Anyone else just sit alone and cringe at old memories? Like I get this shit all the time to the point where I feel like I should just play some sodoku. Like I know I am going to end up being pretty happy in a fairly short amount of time but the memories and pain are so intense.
I get this all the time and it puts me into a deep depression it sucks.
>>36318265
I know I do, it ruins my day sometimes
>>36318330
Yeah I mean I have certain things I hold on to. Shit that I am proud of. That always helps me out. But like it literally gets to the point where I shutdown and go into fetal position at points. I am kinda worried I will commit sodoku but whatever happens, happens.
>>36318443
i got nothing to be proud of.
>>36318265
yeah I've been like this a lot, I meditate on why I don't have friends now and it's mainly these cringy memories that stick out as being the reason people stopped talking to me, but when i reach out to those people they're just busy with their lives and the people they've met since, but my mind still makes it a correlated effect when I just suck at bringing new people into my life. Buy every time I try I have a new cringy memory. Really makes you think.
>>36318265
it is like Vietnam flashbacks only more painful
>>36318265
I usually curse or chant "end my existence"
Or hit the wall
Or go in an autistic rage
Luckily it only happens when I'm alone.
>>36318265
I cringe at my old filthy frank phase when I actually thought that him and his fag buddies were funny.

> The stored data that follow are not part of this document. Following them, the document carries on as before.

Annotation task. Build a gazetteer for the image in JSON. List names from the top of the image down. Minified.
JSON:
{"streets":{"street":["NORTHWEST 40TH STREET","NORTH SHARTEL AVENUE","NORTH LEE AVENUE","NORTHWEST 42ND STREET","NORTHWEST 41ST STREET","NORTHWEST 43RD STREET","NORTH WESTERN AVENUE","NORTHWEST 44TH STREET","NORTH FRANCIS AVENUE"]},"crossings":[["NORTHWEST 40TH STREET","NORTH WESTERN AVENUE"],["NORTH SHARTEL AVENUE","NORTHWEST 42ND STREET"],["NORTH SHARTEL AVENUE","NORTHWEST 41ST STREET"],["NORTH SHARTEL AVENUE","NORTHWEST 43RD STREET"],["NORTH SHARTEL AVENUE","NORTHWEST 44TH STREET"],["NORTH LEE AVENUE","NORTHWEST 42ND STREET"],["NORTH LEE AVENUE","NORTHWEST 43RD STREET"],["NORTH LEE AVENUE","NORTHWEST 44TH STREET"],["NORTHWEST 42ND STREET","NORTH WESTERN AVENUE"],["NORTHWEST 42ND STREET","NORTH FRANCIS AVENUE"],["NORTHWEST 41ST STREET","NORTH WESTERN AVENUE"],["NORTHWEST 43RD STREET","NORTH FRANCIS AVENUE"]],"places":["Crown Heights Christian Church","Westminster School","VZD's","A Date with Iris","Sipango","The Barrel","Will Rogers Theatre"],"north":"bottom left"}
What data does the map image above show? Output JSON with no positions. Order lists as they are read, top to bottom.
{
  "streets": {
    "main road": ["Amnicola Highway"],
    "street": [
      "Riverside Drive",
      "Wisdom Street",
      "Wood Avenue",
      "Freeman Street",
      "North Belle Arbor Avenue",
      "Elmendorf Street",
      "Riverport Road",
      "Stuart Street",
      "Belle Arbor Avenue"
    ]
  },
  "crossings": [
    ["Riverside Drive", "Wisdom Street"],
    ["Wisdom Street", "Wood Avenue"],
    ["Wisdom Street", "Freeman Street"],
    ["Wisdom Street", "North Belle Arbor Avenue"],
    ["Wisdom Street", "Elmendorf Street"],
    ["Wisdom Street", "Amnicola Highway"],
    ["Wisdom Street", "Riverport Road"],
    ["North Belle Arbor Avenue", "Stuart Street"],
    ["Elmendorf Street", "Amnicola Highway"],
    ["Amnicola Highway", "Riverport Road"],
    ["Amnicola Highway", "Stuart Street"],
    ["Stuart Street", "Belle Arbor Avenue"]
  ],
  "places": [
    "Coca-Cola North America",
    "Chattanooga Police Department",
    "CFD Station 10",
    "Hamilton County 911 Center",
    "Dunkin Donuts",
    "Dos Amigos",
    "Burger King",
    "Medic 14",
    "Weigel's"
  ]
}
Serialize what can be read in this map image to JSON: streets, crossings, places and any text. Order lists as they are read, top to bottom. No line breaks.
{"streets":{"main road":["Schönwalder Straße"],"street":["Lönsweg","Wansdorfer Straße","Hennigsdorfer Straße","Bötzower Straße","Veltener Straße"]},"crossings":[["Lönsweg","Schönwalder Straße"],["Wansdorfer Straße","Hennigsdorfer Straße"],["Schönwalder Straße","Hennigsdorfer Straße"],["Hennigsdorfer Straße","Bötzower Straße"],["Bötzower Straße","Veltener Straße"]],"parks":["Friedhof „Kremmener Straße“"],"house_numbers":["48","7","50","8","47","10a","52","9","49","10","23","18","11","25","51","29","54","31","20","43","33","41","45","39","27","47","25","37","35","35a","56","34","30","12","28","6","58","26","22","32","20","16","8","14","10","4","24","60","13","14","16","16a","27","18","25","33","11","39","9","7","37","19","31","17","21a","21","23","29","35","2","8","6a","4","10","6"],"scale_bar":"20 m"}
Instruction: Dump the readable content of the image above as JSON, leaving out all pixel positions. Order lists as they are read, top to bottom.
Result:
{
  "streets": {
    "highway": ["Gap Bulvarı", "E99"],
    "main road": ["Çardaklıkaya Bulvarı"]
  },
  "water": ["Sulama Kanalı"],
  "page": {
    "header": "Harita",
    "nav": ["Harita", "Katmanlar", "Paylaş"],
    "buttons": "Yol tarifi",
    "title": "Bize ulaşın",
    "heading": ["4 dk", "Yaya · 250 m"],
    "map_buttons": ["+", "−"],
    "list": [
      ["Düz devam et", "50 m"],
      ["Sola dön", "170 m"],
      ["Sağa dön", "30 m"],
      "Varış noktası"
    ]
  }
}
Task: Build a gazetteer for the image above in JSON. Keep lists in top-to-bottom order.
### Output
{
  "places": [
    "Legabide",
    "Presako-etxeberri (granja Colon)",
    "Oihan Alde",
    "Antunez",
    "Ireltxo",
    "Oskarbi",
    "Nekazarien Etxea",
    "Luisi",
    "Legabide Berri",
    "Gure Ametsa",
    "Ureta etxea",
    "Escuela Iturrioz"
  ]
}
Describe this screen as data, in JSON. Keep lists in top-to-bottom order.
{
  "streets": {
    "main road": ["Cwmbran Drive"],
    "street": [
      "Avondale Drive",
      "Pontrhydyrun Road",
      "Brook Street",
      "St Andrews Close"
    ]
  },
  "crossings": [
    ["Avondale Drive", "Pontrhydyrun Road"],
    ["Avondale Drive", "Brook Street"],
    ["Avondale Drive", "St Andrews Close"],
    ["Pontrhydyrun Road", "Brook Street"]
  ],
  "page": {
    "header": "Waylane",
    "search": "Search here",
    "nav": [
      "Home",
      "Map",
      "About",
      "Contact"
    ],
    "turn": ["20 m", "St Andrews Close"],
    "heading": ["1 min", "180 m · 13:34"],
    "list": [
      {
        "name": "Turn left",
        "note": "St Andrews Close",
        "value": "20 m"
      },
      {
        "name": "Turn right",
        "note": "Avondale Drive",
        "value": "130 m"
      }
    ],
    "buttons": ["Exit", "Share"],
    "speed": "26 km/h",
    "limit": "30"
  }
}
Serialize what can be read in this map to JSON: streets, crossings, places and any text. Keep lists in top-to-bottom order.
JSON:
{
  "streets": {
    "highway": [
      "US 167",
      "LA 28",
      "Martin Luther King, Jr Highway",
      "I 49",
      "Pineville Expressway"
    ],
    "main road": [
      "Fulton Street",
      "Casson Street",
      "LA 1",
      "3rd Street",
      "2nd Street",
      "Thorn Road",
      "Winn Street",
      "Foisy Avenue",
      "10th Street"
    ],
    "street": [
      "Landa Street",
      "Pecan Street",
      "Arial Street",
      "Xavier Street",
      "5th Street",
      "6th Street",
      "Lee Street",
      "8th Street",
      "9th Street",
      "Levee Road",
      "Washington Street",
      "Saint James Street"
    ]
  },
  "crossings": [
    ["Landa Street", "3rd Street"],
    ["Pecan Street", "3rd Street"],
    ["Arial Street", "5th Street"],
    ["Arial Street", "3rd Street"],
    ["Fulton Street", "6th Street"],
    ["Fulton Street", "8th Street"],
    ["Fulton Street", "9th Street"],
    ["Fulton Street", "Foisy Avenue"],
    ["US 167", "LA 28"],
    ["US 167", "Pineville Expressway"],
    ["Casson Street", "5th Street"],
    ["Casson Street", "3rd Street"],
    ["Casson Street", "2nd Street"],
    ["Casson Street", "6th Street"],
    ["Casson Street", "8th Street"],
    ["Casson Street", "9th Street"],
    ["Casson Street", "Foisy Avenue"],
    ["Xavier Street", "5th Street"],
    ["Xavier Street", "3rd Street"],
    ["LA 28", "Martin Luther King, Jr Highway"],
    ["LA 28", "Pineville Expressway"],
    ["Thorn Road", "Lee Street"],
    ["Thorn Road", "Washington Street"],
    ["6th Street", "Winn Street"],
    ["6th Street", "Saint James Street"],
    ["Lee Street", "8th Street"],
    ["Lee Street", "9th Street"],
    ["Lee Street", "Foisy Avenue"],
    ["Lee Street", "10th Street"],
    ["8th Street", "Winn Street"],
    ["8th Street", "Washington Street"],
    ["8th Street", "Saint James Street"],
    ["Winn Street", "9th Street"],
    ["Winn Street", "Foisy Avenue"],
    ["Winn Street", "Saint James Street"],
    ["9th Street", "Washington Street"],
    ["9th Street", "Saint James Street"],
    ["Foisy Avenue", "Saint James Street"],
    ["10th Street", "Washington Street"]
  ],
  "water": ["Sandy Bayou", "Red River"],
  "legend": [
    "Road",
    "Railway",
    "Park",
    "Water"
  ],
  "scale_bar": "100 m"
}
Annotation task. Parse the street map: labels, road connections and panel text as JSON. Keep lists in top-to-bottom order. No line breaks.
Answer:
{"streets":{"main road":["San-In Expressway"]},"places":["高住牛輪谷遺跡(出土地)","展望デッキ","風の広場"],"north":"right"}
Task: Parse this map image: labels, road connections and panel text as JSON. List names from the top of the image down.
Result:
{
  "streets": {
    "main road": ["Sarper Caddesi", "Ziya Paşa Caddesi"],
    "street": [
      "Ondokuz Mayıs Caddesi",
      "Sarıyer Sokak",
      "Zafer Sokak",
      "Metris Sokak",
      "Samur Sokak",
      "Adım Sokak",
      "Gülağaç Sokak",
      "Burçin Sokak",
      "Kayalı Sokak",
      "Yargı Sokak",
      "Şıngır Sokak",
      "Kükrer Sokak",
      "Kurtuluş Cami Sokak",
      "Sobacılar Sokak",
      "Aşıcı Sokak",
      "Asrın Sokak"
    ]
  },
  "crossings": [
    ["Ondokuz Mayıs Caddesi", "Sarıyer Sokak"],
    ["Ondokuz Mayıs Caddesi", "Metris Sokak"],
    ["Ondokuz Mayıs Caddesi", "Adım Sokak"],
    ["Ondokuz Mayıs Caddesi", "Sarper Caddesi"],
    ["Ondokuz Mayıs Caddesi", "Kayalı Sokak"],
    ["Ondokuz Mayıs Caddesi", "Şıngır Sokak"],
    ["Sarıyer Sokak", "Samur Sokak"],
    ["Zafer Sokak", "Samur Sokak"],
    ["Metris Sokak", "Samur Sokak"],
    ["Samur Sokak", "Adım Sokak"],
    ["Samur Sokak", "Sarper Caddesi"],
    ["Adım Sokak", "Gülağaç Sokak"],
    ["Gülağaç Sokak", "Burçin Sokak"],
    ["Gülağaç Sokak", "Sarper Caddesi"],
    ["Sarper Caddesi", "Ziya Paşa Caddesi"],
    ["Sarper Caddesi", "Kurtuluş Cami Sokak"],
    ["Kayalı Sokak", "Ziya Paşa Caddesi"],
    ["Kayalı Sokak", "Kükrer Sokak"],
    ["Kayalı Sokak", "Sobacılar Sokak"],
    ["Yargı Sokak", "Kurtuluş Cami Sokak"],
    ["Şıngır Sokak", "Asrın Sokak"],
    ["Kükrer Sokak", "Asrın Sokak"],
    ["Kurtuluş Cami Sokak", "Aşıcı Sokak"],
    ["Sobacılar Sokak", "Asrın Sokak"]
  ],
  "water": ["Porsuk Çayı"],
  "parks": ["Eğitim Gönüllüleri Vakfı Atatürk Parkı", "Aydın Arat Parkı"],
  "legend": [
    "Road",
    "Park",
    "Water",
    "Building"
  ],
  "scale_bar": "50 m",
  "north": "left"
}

I had a day awhile back where I punched myself for every mistake I could remember making and now I don't feel as bad about any of them.
>>36318265
if I could travel through time I would beat the shit out of my younger self and then fuck him
I cringe at mundane moments that no one would think twice about, I'm so fucking autistic.
>laying in bed, driving, anytime you're alone, recalling all the peoples' reactions to your 1/10 face
>which pile up every day, forever
Consider yourself lucky that you'll never have to experience this.